TORONTO -- Ontario's top court says it's illegal to hold a cellphone while driving even if it's not transmitting and no matter how briefly it's in a driver's hand.
   The Court of Appeal for Ontario released a pair of decisions Friday ordering two people convicted under the Highway Traffic Act for violating the ban on using cellphones while driving.
   In one case, Khojasteh Kazemi argued that she had just picked up her cellphone, which had fallen off the seat to the floor of her car when she stopped at a red light, when a police officer spotted her holding it.
   A lower court judge dismissed Kazemi's charge, ruling that there must be some "sustained physical holding" in order to convict, but the Appeal Court overturned that finding.
   In the other case, Hugo Pizzurro was caught driving with a cellphone in his hand but argued the Crown couldn't prove it was capable of sending or receiving at the time.
   But the Appeal Court concluded the language in the law requiring a capability of sending or receiving applies only to devices other than cellphones as cellphones have that capability built in.
   "Moreover, to impose the requirement that a cellphone held by a driver while driving was capable of receiving or transmitting would be unreasonable both for enforcement and for prosecution," the court ruled.

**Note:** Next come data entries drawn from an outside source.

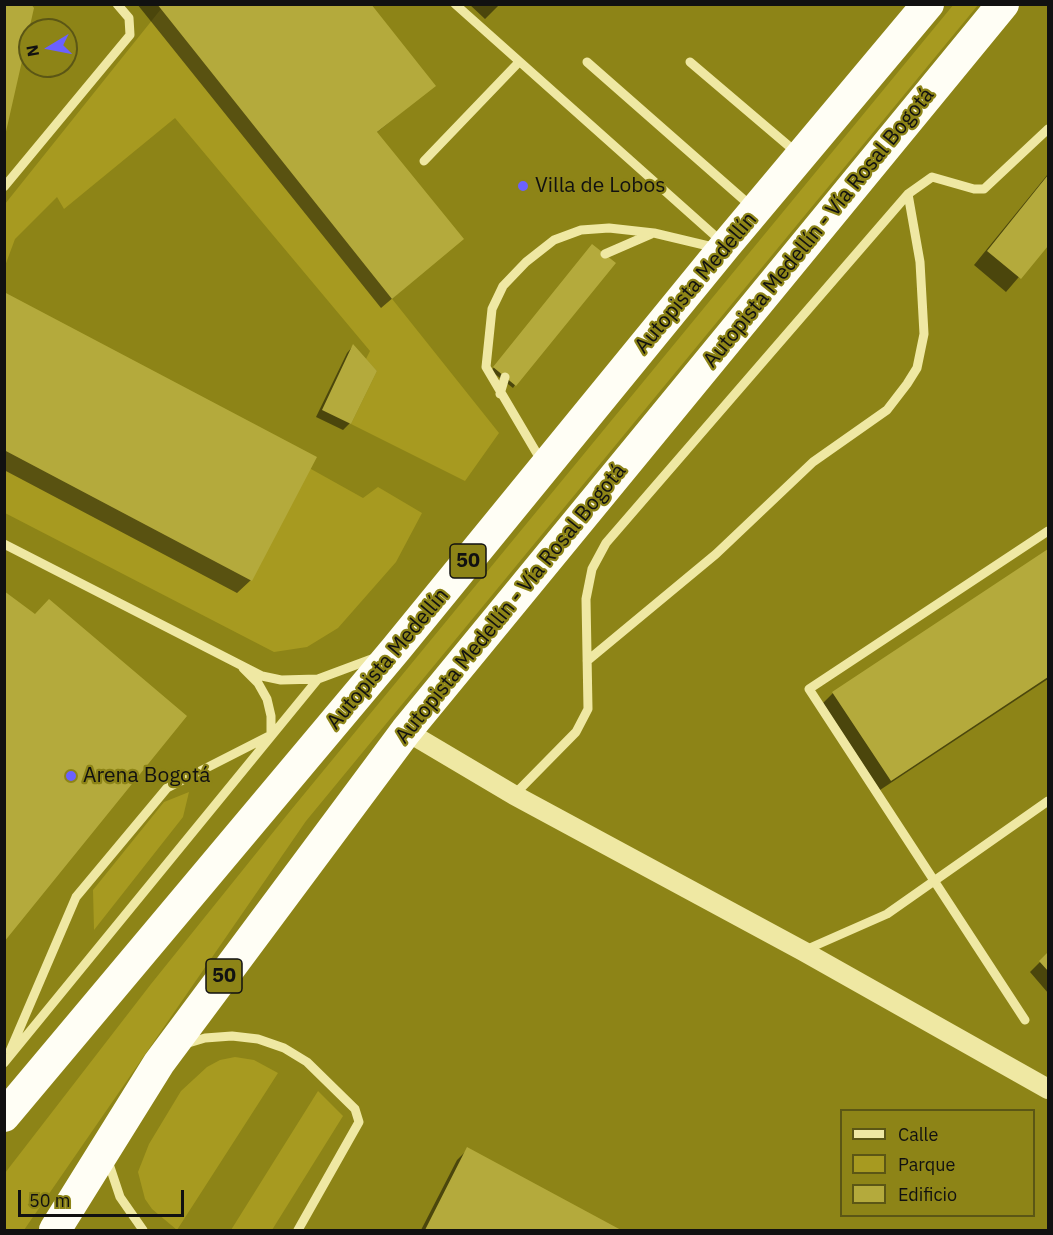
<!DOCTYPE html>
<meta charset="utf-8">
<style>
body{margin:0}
#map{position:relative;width:1053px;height:1235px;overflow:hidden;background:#8d8417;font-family:"IBM Plex Sans",sans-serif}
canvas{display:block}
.frame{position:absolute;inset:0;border:6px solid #111;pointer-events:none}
.legend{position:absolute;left:840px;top:1109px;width:195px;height:108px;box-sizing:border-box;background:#8d8417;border:2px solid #5b5615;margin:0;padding:8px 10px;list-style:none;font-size:18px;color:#111}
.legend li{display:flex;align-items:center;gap:12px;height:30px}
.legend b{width:30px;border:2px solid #5b5615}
.north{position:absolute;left:18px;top:18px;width:60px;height:60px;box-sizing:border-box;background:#8d8417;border:2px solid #5b5615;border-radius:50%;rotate:260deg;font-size:16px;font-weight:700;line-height:24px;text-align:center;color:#111}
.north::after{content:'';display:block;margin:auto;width:21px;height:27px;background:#6b61ff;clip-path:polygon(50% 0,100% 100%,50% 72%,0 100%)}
.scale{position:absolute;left:18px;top:1190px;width:166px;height:27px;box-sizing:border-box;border:3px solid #111;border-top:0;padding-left:8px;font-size:18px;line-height:21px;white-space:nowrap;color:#111;-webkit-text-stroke:4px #8d8417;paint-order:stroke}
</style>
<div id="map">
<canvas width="1053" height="1235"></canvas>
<div class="frame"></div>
<ul class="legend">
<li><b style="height:8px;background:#efe8a3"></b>Calle</li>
<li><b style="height:16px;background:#a79a20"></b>Parque</li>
<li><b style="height:16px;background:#b4aa3c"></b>Edificio</li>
</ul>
<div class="north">N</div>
<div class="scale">50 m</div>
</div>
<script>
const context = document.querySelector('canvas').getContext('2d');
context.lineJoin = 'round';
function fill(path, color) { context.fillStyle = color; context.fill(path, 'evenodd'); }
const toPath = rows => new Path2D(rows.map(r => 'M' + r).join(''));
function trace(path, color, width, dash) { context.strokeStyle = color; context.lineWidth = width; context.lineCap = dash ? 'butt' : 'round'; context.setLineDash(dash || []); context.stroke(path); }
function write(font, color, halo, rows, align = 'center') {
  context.font = font + ' "IBM Plex Sans",sans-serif'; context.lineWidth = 4.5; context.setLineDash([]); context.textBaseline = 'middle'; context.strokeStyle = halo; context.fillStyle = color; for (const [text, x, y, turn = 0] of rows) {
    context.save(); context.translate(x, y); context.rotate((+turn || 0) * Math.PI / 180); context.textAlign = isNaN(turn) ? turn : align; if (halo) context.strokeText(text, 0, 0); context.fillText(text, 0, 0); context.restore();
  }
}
const green = toPath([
 [954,4,978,5,306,821,24,1230,5,1230,5,1173,151,984,291,810],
 [161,9,499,433,465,481,351,424,377,371,366,359,370,351,175,118,64,209,57,197,15,239,5,266,5,204],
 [4,450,311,469,363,498,378,487,422,513,396,562,338,628,307,647,274,652,5,513],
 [189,792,183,817,94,930,93,890,164,802],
 [235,1057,254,1060,278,1073,177,1230,152,1209,145,1199,138,1172,149,1144,181,1091,207,1067,220,1060],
 [318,1091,343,1116,272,1230,231,1230]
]);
const shadow = toPath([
 [137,4,368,4,434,86,376,133,462,239,381,308],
 [469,4,500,4,485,19],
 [1048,174,1048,243,1006,292,974,265],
 [589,249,515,385,513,388,491,371],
 [4,294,251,580,237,593,4,470],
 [353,346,350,423,343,430,316,417,347,353],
 [1048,551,1048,679,880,790,823,703,833,693],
 [1048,954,1048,993,1030,972],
 [468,1149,618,1230,421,1230,457,1160]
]);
const building = toPath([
 [4,4,31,4,34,8,5,136],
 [157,4,371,4,436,86,377,132,464,239,392,299],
 [1048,175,1048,246,1021,279,987,251],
 [592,244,616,263,516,386,493,367],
 [4,292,317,457,252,581,4,450],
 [353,344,377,371,351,424,322,410],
 [1048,549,1048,677,891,781,832,692],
 [4,591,35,614,49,599,187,716,4,942],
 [1048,952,1048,971,1039,961],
 [467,1147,621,1230,425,1230]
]);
const service = toPath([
 [455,4,722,242],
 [587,62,752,207],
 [690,62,797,153],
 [424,161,519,62],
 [4,187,130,35,129,18,117,4],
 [605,254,651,234],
 [500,394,505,377],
 [542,462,486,367,492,309,503,286,526,262,554,240,581,230,609,228,654,233,717,248],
 [4,544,262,676,281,680,318,679],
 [587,661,716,554,813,462,887,410,907,384,917,368,924,334,920,262,908,194],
 [514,795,576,732,588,709,586,599,592,569,606,543,908,194,932,177,974,189,984,189,1048,129],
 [803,951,887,914,1048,801],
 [1025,1020,809,689,1048,531],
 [185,1044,205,1038,232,1036,258,1039,284,1048,307,1062,355,1109,359,1122,298,1230],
 [10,1051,76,897,167,788,271,735,271,716,267,699,258,683,243,668],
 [4,1063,318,679,377,657],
 [108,1161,120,1197,143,1230]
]);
const minor = toPath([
 [406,731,514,795,803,951,1048,1089]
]);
const trunk = toPath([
 [4,1116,396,649,726,245,928,4],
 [55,1230,159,1063,406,731,1003,4]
]);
const markers = [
 [523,186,6,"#6b61ff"],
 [71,776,6,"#6b61ff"]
];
const shields = [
 [468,561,36],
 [224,976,36]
];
const shieldNames = [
 ["50",468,561],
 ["50",224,976]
];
const poiNames = [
 ["Villa de Lobos",535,186],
 ["Arena Bogotá",83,776]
];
const streetNames = [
 ["Autopista Medellín - Vía Rosal Bogotá",819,228,-51],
 ["Autopista Medellín",696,283,-50],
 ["Autopista Medellín - Vía Rosal Bogotá",511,604,-51],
 ["Autopista Medellín",388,659,-50]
];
fill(green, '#a79a20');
fill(shadow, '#0007');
fill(building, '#b4aa3c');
trace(service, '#efe8a3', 9);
trace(minor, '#efe8a3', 20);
trace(trunk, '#fffef5', 32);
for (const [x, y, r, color] of markers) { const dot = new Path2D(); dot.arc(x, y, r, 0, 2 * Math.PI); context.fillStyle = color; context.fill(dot); trace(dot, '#8d8417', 2); }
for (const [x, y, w] of shields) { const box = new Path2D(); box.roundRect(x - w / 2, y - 17, w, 34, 4.5); context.fillStyle = '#8d8417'; context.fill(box); trace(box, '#111', 1.5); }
write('bold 20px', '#111', null, shieldNames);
write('21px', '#111', '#8d8417', poiNames, 'left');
write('21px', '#111', '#8d8417', streetNames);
</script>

   "The legislature could not have intended that result."
   The Ontario legislature's purpose in enacting the law was to ensure drivers focus "on one thing and one thing only: driving," the court wrote, quoting then-Transportation Minister Jim Bradley.
   "Road safety is best ensured by a complete prohibition on having a cellphone in one's hand at all while driving," the Appeal Court wrote in the Kazemi decision.
   "A complete prohibition also best focuses a driver's undivided attention on driving...In short, it removes the various ways that road safety and driver attention can be harmed if a driver has a cellphone in his or her hand while driving."
   The Appeal Court made similar comments in the Pizzurro case.
   "To hold out the possibility that the driver may escape the prohibition because the cellphone is not shown to be capable of communicating, however temporarily, is to tempt the driver to a course of conduct that risks undermining these objectives," the court wrote.